[Opening Extracted information section]

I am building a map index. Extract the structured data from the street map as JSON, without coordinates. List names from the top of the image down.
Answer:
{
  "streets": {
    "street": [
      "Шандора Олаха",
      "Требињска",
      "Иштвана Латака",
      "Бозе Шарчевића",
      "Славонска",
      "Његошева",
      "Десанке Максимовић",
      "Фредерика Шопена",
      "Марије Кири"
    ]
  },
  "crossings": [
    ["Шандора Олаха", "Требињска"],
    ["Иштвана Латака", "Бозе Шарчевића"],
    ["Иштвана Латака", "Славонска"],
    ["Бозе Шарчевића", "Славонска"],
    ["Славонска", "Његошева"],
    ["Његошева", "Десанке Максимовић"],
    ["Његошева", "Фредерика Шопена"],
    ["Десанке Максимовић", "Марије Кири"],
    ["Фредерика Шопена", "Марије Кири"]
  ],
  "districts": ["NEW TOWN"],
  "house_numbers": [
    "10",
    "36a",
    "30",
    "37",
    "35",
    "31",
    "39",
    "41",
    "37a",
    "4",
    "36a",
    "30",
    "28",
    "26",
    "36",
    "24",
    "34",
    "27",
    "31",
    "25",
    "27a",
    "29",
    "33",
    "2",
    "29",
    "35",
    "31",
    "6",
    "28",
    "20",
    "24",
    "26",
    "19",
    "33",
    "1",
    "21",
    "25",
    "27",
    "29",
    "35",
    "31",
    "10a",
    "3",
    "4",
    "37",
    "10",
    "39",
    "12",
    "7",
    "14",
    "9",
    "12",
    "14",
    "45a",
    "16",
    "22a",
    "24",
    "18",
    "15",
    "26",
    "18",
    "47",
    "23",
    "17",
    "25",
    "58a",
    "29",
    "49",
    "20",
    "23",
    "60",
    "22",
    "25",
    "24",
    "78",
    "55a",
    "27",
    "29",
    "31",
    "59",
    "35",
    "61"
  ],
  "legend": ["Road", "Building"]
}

[Closing Extracted information section]

Task item | Repeat the data in full. Alter nothing.

Answer for this exercise |
I am building a map index. Extract the structured data from the street map as JSON, without coordinates. List names from the top of the image down.
Answer:
{
  "streets": {
    "street": [
      "Шандора Олаха",
      "Требињска",
      "Иштвана Латака",
      "Бозе Шарчевића",
      "Славонска",
      "Његошева",
      "Десанке Максимовић",
      "Фредерика Шопена",
      "Марије Кири"
    ]
  },
  "crossings": [
    ["Шандора Олаха", "Требињска"],
    ["Иштвана Латака", "Бозе Шарчевића"],
    ["Иштвана Латака", "Славонска"],
    ["Бозе Шарчевића", "Славонска"],
    ["Славонска", "Његошева"],
    ["Његошева", "Десанке Максимовић"],
    ["Његошева", "Фредерика Шопена"],
    ["Десанке Максимовић", "Марије Кири"],
    ["Фредерика Шопена", "Марије Кири"]
  ],
  "districts": ["NEW TOWN"],
  "house_numbers": [
    "10",
    "36a",
    "30",
    "37",
    "35",
    "31",
    "39",
    "41",
    "37a",
    "4",
    "36a",
    "30",
    "28",
    "26",
    "36",
    "24",
    "34",
    "27",
    "31",
    "25",
    "27a",
    "29",
    "33",
    "2",
    "29",
    "35",
    "31",
    "6",
    "28",
    "20",
    "24",
    "26",
    "19",
    "33",
    "1",
    "21",
    "25",
    "27",
    "29",
    "35",
    "31",
    "10a",
    "3",
    "4",
    "37",
    "10",
    "39",
    "12",
    "7",
    "14",
    "9",
    "12",
    "14",
    "45a",
    "16",
    "22a",
    "24",
    "18",
    "15",
    "26",
    "18",
    "47",
    "23",
    "17",
    "25",
    "58a",
    "29",
    "49",
    "20",
    "23",
    "60",
    "22",
    "25",
    "24",
    "78",
    "55a",
    "27",
    "29",
    "31",
    "59",
    "35",
    "61"
  ],
  "legend": ["Road", "Building"]
}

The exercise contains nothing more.